• _Exercise_: Could you return every line of the records below that contains the word "setLineDash"?

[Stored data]
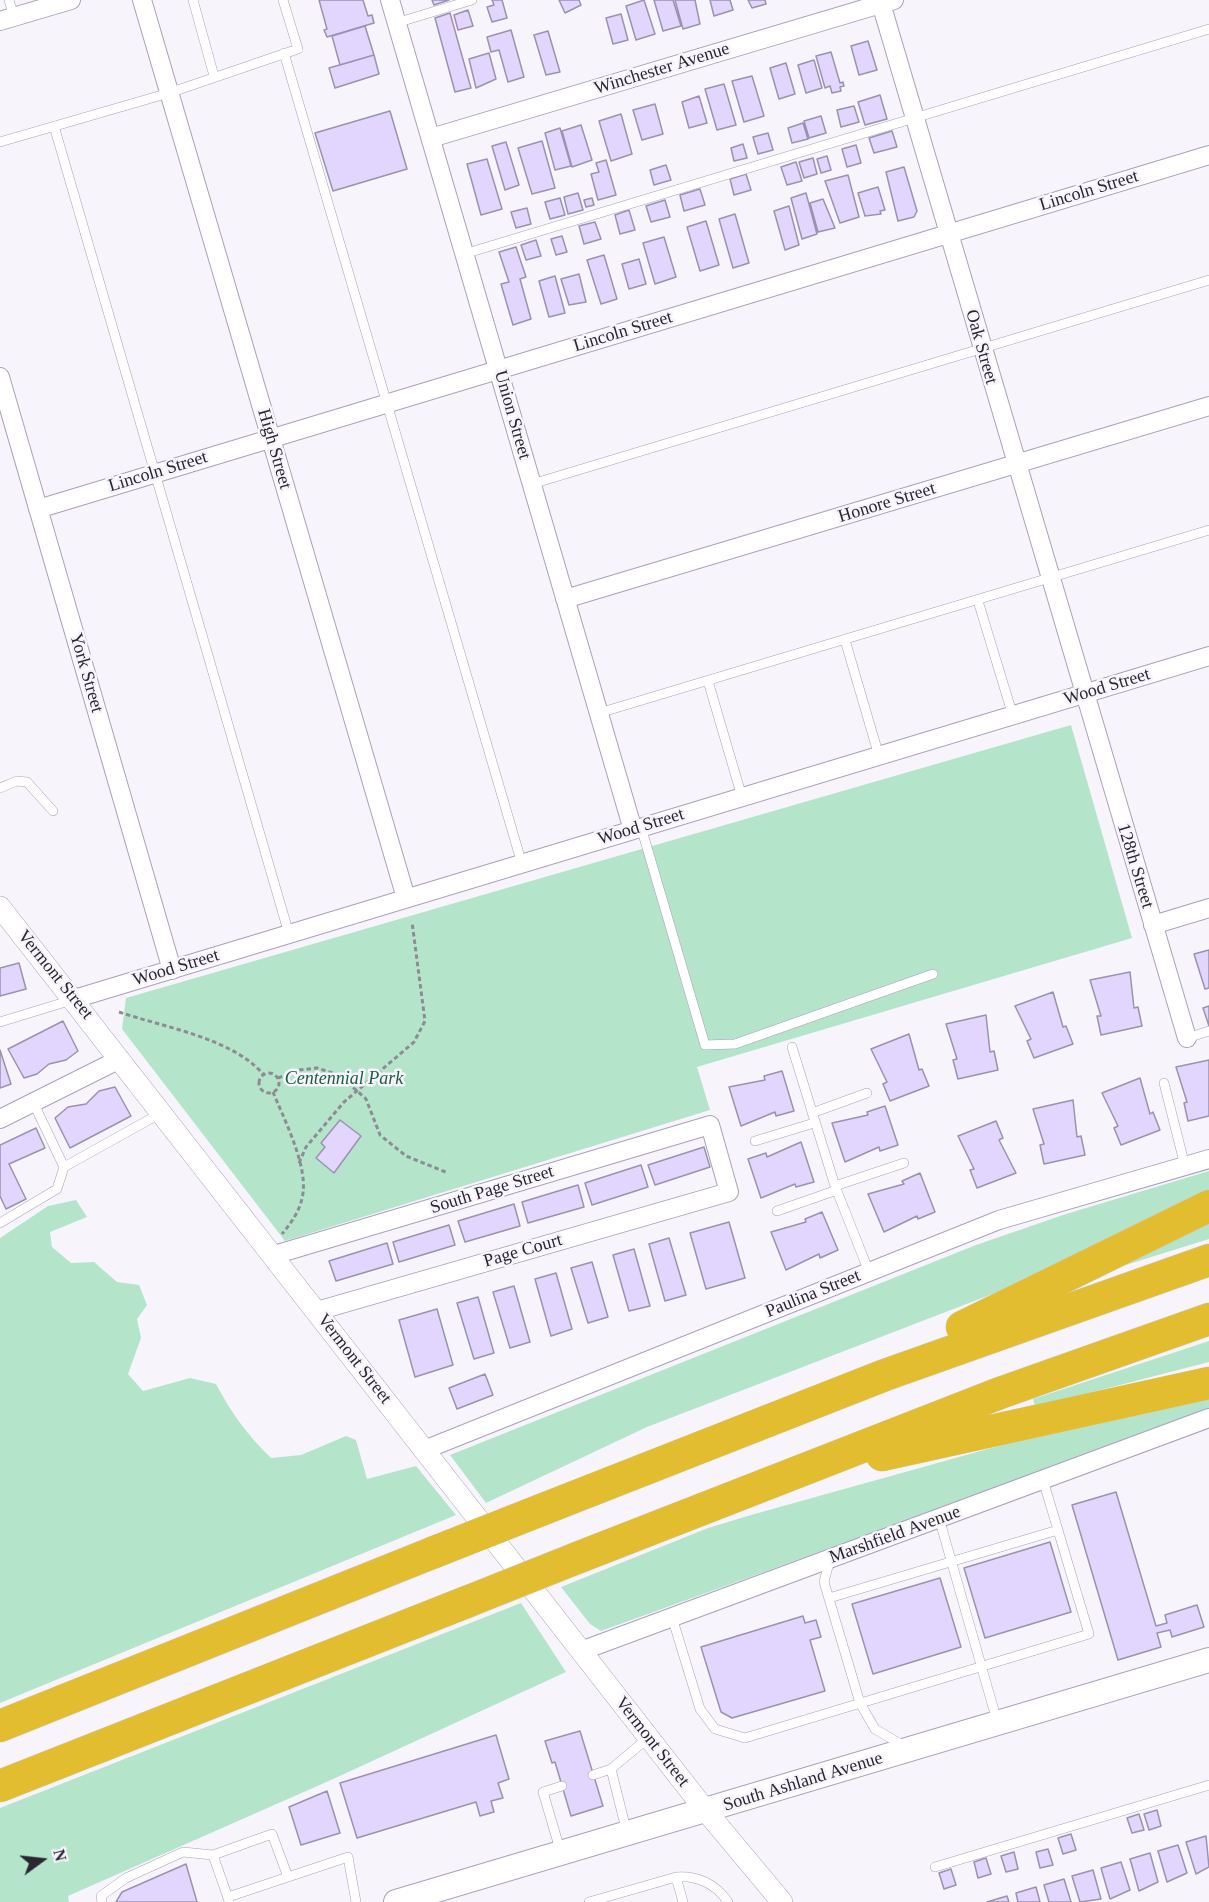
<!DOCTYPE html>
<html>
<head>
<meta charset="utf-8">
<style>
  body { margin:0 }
  #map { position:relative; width:1209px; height:1902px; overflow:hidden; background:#f7f5fb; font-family:Georgia,serif }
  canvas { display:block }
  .north { position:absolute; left:12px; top:1830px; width:60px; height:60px; -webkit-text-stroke:4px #f7f5fb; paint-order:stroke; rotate:75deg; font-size:16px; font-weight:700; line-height:24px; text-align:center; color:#2b2632 }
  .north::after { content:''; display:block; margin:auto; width:21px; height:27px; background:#2b2632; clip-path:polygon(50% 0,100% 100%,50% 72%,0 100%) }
</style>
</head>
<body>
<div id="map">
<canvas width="1209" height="1902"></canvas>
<div class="north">N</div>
</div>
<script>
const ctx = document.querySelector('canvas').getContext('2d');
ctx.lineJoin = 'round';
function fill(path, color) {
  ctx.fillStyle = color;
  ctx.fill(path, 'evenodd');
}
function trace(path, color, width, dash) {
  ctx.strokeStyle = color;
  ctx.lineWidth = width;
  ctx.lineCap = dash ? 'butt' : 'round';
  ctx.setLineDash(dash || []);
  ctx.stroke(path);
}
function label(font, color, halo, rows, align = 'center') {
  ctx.font = font + ' Georgia,serif';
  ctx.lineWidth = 5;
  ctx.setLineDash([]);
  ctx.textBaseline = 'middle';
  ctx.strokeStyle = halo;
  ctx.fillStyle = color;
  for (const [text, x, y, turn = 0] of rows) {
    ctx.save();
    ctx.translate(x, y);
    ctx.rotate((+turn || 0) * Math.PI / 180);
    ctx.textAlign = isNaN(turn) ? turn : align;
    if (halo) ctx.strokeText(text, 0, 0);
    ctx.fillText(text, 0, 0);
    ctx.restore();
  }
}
fill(new Path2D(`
  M1071,725L1132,938L697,1067L710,1110L285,1241L122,1029L126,998Z
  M1209,1171V1192L1021,1283L647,1427L486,1503L450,1455L976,1245L1066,1214Z
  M76,1200L87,1217L50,1232L52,1247L71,1263L94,1262L117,1282L139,1285L147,1305L137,1319L141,1338L128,1374L143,1391L190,1378L216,1384C231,1412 247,1435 271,1458L301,1455L346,1436L356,1440L367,1479L416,1466L456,1515L0,1703V1238L48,1206Z
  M1209,1213V1239L1068,1283Z
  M1209,1341V1362L1035,1407L1033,1399Z
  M1209,1391V1411L601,1631L590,1624L561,1587L708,1528L751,1515L1045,1433Z
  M521,1603L566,1672L331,1780L68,1896L69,1902H0V1808Z`), '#b4e5cb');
const building = new Path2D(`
  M319,0H363L368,16L372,15L374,23L327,37L324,30L327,29Z
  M432,0H449L434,5Z
  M492,0H502L507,18L492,22L487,7L494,5Z
  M559,0H579L581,5L565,13Z
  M644,0L655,34L636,40L626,6Z
  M654,0H673L681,26L663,31Z
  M675,0H695L700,24L683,29Z
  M710,0H730L733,10L714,16Z
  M748,0H765L766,4L752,8Z
  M468,10L473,26L458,30L454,15Z
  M450,13L471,88L455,92L435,18Z
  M621,14L628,40L613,44L606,18Z
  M365,26L374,55L340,65L332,36Z
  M511,30L524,77L508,82L499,50L491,52L487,37Z
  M548,31L560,72L546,75L534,35Z
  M868,41L877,70L859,75L851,46Z
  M831,52L840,83L843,82L844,86L840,87L841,91L832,93L830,86L825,88L816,56Z
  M489,53L496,79L476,88L469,59Z
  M374,55L379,74L335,88L329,68Z
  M814,60L822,88L806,93L798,65Z
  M786,63L795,94L779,99L770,68Z
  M752,76L764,116L744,122L732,81Z
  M724,84L736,125L717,130L705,89Z
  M880,95L887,119L865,125L858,102Z
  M699,96L707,123L689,128L682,102Z
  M655,104L663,134L642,140L633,110Z
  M854,106L859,122L841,127L837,110Z
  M390,111L407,169L333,191L315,133Z
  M621,114L632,154L611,161L599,121Z
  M821,116L826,133L809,138L804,121Z
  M803,123L808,139L792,143L788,128Z
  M581,125L592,160L572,167L562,131Z
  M560,128L571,166L555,170L545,133Z
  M892,131L897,147L874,153L869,138Z
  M768,133L773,150L758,154L753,137Z
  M542,141L555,188L532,194L518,148Z
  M506,142L519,185L505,190L492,146Z
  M743,144L747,158L734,161L731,148Z
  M856,145L861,163L847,167L842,149Z
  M827,156L831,170L821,173L817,159Z
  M813,158L817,174L804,178L799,162Z
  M487,159L502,209L481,215L467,164Z
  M606,160L616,195L598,200L591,174L599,172L596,163Z
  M796,162L802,181L787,185L781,167Z
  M666,165L671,180L654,185L650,170Z
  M904,167L917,211L914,217L898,221L886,172Z
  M746,174L751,190L734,195L730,179Z
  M848,175L859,217L840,223L825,181Z
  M878,187L885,210L880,211L881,214L865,216L858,193Z
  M700,189L705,205L684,211L680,195Z
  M578,193L583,210L568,214L564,197Z
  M806,193L817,234L802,239L791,198Z
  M560,198L565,215L550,219L545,202Z
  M592,198L594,205L586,207L584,200Z
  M823,199L835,228L818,232L810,203Z
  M665,200L670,217L651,222L646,206Z
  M789,206L799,245L785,250L774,211Z
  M527,208L531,224L516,228L511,212Z
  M629,210L635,230L620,234L615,215Z
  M735,214L749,263L733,268L719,219Z
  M706,221L719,265L700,271L687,227Z
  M595,222L601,239L584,244L579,226Z
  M562,236L567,252L556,255L551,239Z
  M664,237L676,277L655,284L643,243Z
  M536,240L541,256L526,260L521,245Z
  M516,247L526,277L520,279L531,319L513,325L501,284L509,282L499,252Z
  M604,255L617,299L601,304L587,260Z
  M639,259L646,284L629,289L622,264Z
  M579,274L586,302L569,305L561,279Z
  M555,276L565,313L549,317L539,281Z
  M1209,950V988L1205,989L1194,954Z
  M19,963L26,989L0,996V968Z
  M1130,972L1134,1008L1138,1007L1142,1026L1101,1035L1097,1016H1101L1090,980Z
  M1053,992L1063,1027L1066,1026L1073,1044L1034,1058L1027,1041L1031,1039L1015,1006Z
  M1209,1006V1026L1203,1008Z
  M986,1015L990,1052L994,1051L998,1070L958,1079L953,1060L957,1059L946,1024Z
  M63,1021L78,1051L66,1060L49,1064L37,1074L24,1078L8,1049Z
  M909,1034L919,1070L922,1069L929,1086L890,1101L883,1084L887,1082L871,1049Z
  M0,1050L11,1084L0,1088Z
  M1209,1060V1116L1188,1121L1184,1103L1187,1102L1176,1067Z
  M782,1071L794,1111L776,1116L775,1112L741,1126L729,1087L765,1080L764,1076Z
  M1140,1078L1150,1114L1153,1112L1160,1130L1121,1145L1114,1128L1118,1126L1102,1093Z
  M115,1087L131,1116L70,1148L55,1118L68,1107L86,1104L99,1091Z
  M1073,1100L1077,1137L1081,1136L1085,1155L1044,1164L1040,1145L1044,1144L1033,1109Z
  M885,1106L898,1145L880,1151L879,1147L845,1162L832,1123L868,1115L867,1112Z
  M340,1120L361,1136L334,1173L316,1158L325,1147L321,1143Z
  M996,1121L1003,1138L999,1140L1016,1173L977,1188L970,1170L974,1169L958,1136Z
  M36,1128L45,1148L9,1164L26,1199L6,1209L0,1196V1145Z
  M801,1142L814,1182L796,1187L795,1184L761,1198L748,1159L766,1153L767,1157Z
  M704,1147L710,1167L655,1185L648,1165Z
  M641,1165L648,1187L592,1205L585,1183Z
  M920,1173L935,1212L918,1219L917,1216L884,1232L868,1194L904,1184L902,1181Z
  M578,1185L584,1207L528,1223L522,1202Z
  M514,1204L520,1226L465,1242L458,1221Z
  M822,1212L838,1250L820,1258L819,1254L786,1270L771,1232L806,1222L805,1219Z
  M729,1222L745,1278L706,1289L690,1233Z
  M449,1225L455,1245L399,1262L393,1242Z
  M669,1238L686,1295L665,1301L649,1244Z
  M387,1243L393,1264L336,1281L329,1261Z
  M634,1249L650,1306L629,1311L613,1255Z
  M592,1262L608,1317L588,1323L571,1268Z
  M556,1273L572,1329L551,1336L535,1279Z
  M514,1286L530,1342L510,1348L493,1292Z
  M478,1297L494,1353L474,1359L457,1303Z
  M437,1309L453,1365L415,1377L399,1320Z
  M485,1374L493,1395L457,1409L449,1388Z
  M1116,1492L1156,1626L1167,1623L1165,1615L1197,1605L1204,1627L1172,1637L1170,1630L1157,1633L1161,1647L1118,1660L1072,1505Z
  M1050,1542L1071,1612L985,1638L964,1568Z
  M940,1578L961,1647L873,1674L852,1604Z
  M803,1616L805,1623L816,1620L821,1637L810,1640L825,1691L732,1718L721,1712L701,1647Z
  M580,1731L603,1806L571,1816L555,1762L552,1763L545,1741Z
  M496,1735L509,1779L498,1783L503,1798L491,1801L494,1812L480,1816L476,1802L357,1838L340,1783Z
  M327,1791L340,1833L301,1845L289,1807Z
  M1157,1810L1161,1826L1149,1830L1144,1814Z
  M1139,1814L1144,1830L1132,1833L1127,1818Z
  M1071,1834L1076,1850L1063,1854L1058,1838Z
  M1206,1836L1209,1867L1196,1874L1186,1842Z
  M1178,1845L1187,1873L1167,1882L1158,1851Z
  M1048,1849L1053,1865L1040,1868L1036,1852Z
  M1014,1852L1018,1869L1006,1872L1001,1856Z
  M1150,1853L1158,1882L1139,1891L1130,1859Z
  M986,1858L991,1874L978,1878L974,1862Z
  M1121,1862L1130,1890L1110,1899L1101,1868Z
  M186,1864L197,1902H116L122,1892Z
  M951,1869L956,1885L944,1889L939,1873Z
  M1093,1870L1101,1899L1080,1902L1072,1876Z
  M1064,1879L1071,1902H1049L1044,1885Z
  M1036,1887L1040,1902H1018L1016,1893Z
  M1007,1896L1009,1902H987Z`);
fill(building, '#e2d6fe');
trace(building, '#9a92af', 1.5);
const service = new Path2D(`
  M9,0L14,17
  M193,0L214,76
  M396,23L472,0
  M284,53L522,864
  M54,126L289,934
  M0,142L169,93L298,49L283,0
  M464,254L1209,29
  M532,484L1209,280
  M978,601L1013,716
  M845,640L879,756
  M708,681L742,797
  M599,713L1209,530
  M0,788L17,781L27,782L53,811
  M641,827L705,1045L735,1044L933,974
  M0,1022L72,1000
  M1187,1038L1209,1031
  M792,1047L835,1186L869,1272
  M1164,1083L1185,1166
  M33,1102L64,1167L161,1113
  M812,1113L867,1093
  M755,1141L814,1123
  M835,1186L904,1163
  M777,1211L837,1190
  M0,1223L57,1189L64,1167
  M939,1518L997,1721
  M830,1559L824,1582L860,1703L875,1729L904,1746
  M829,1598L1058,1530
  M672,1617L700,1709L715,1729L745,1738L1089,1634L1043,1480
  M593,1775L611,1769
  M627,1833L611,1769L648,1738
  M561,1853L543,1792L562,1786
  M213,1855L229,1901
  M935,1867L1209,1785
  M676,1877C697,1875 716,1884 728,1902
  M228,1897L348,1857L356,1902
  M102,1902L101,1896L126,1878L183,1852L213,1855L272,1834L288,1877
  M589,1902L676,1877L683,1902`);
const minor = new Path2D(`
  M142,0L406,898
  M390,0L633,830
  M880,0L1187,1038
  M0,21L71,0
  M431,138L894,0
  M0,377L172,970
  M38,509L1209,155
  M565,599L1209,406
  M1153,925L1209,908
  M74,999L1209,656
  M0,1119L120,1059
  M274,1255L710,1125L729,1192L317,1311
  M424,1450L999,1220L1209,1159
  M581,1651L1209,1418`);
const tertiary = new Path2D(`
  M0,907L706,1811L782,1902`);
const secondary = new Path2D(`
  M396,1902L1209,1660`);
const motorway = new Path2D(`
  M962,1327L1209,1206
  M882,1455L1209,1383
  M541,1510L885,1375L1209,1260
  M577,1558L1000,1393L1209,1319
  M0,1726L432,1553
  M0,1786L469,1601`);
trace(service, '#ac9fbc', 10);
trace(minor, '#ac9fbc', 20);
trace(tertiary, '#ac9fbc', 22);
trace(secondary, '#ac9fbc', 26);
trace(motorway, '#d0cfd2', 33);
trace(new Path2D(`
  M119,1012C163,1027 232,1038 263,1074
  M259 1083a10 10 0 1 1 20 0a10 10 0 1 1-20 0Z
  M278,1078L299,1070L317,1068L339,1075L366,1099L380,1135L406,1156L448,1173
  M273,1092C284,1119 307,1164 303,1193C301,1209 292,1222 282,1234
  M299,1163L306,1147L344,1102L414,1042L425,1021L412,922`), '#8f8b94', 3, [4.5, 3]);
trace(service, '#fff', 9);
trace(minor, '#fff', 18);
trace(tertiary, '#fff', 21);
trace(secondary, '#fff', 24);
trace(motorway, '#e3bd30', 32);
const motorwayBridge = new Path2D(`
  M432,1553L541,1510
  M469,1601L577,1558`);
trace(motorwayBridge, '#d0cfd2', 33, []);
trace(motorwayBridge, '#e3bd30', 32);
label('18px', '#2b2632', '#f7f5fb', [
  ["Winchester Avenue",662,69,-17],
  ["Lincoln Street",1089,191,-17],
  ["Lincoln Street",623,332,-17],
  ["Oak Street",981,347,74],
  ["Union Street",512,415,74],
  ["High Street",274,449,74],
  ["Lincoln Street",158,472,-17],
  ["Honore Street",887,503,-17],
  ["York Street",86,673,74],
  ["Wood Street",1107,687,-17],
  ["Wood Street",641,827,-17],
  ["128th Street",1135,866,73],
  ["Wood Street",176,968,-17],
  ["Vermont Street",55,975,51],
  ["South Page Street",492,1190,-17],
  ["Page Court",523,1251,-16],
  ["Paulina Street",813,1294,-22],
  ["Vermont Street",354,1359,52],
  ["Marshfield Avenue",895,1535,-20],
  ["Vermont Street",652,1742,52],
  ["South Ashland Avenue",803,1782,-17]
]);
label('italic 18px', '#1d5c41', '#f7f5fb', [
  ["Centennial Park",344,1079]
]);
</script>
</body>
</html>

• _Solution to the problem_:
  ctx.setLineDash(dash || []);
  ctx.setLineDash([]);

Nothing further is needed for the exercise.